**Problem details**. Each line in the entries below that holds the string "lists" must be copied.

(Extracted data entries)
▬▬▬▬▬▬▬▬▬▬

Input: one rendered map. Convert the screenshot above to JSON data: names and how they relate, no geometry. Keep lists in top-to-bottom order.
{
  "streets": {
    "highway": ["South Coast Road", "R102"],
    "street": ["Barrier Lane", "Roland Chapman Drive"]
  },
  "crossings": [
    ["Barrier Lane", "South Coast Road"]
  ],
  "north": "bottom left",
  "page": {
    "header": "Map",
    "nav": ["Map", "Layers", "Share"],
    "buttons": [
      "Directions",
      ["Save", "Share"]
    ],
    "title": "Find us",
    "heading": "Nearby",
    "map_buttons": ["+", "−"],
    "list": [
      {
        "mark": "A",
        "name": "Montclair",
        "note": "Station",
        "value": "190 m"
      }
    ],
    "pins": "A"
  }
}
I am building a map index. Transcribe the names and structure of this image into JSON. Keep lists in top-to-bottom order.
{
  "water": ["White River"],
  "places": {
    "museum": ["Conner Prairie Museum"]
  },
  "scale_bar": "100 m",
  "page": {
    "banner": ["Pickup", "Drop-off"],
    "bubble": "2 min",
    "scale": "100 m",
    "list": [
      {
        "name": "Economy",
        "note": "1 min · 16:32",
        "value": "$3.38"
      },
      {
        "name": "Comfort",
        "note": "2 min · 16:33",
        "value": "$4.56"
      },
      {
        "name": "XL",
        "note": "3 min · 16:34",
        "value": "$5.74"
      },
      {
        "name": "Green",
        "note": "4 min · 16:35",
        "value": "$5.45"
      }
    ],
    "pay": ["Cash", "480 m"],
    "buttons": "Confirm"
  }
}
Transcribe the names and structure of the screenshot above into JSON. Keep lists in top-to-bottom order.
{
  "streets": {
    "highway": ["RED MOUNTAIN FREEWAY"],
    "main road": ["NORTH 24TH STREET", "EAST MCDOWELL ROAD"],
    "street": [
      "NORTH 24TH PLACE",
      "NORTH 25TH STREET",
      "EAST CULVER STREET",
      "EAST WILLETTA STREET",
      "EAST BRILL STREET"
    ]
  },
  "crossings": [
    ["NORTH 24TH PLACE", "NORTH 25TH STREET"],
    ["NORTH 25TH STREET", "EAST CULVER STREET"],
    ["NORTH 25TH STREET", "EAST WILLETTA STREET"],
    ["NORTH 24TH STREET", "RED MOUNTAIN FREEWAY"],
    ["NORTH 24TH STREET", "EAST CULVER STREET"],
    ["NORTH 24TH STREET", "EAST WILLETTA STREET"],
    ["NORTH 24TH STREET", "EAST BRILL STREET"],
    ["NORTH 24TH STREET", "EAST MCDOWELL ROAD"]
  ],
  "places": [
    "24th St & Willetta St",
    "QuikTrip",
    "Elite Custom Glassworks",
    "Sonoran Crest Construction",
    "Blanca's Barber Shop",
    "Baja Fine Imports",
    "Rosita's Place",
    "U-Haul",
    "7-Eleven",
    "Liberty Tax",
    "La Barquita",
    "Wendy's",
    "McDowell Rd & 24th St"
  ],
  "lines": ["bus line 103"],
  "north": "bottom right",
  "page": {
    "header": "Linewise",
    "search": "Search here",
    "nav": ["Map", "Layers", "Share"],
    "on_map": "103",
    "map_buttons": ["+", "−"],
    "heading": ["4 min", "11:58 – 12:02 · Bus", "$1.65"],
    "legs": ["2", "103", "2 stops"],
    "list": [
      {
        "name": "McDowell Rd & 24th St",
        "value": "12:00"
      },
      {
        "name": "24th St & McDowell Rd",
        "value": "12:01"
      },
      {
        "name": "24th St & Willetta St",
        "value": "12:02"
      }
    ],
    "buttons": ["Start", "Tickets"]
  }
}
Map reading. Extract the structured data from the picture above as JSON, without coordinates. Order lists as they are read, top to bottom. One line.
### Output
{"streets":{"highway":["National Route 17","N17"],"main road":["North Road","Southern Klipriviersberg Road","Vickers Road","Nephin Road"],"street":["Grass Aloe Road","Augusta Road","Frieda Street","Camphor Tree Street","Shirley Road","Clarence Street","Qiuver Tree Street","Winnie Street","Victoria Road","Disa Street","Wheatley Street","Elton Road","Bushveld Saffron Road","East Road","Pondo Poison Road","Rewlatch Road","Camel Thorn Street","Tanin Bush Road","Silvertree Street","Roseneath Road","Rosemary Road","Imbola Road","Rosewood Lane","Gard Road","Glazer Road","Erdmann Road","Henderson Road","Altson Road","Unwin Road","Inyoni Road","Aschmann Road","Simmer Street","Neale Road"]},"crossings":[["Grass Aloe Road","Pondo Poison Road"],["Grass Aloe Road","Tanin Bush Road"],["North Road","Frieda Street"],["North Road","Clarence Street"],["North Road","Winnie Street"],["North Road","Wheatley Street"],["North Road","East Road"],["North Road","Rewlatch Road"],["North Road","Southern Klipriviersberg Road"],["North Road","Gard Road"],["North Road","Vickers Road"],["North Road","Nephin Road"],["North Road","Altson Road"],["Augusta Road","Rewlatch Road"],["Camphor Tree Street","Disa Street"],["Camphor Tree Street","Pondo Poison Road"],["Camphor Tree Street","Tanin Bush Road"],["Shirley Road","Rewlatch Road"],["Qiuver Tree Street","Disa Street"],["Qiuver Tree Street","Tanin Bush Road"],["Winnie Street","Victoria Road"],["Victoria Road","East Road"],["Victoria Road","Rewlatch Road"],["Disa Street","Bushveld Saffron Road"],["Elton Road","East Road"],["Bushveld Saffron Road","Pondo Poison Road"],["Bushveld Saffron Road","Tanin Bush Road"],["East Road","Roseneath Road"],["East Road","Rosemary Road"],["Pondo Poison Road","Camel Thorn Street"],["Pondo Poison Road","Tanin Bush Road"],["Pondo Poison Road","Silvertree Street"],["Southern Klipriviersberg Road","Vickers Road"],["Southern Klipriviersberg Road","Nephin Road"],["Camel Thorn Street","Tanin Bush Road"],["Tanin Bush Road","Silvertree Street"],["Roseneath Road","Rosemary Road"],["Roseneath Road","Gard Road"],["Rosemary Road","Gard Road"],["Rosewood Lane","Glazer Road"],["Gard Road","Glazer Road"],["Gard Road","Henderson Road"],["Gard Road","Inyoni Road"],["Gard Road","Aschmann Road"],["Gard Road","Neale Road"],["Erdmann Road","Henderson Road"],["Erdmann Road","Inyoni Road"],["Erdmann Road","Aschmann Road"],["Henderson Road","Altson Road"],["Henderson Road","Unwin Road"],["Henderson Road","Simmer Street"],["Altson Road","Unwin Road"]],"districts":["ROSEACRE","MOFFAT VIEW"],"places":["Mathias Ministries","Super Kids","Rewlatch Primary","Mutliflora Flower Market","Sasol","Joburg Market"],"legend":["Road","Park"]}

▬▬▬▬▬▬▬▬▬▬

**Response area**.
Input: one rendered map. Convert the screenshot above to JSON data: names and how they relate, no geometry. Keep lists in top-to-bottom order.
I am building a map index. Transcribe the names and structure of this image into JSON. Keep lists in top-to-bottom order.
Transcribe the names and structure of the screenshot above into JSON. Keep lists in top-to-bottom order.
Map reading. Extract the structured data from the picture above as JSON, without coordinates. Order lists as they are read, top to bottom. One line.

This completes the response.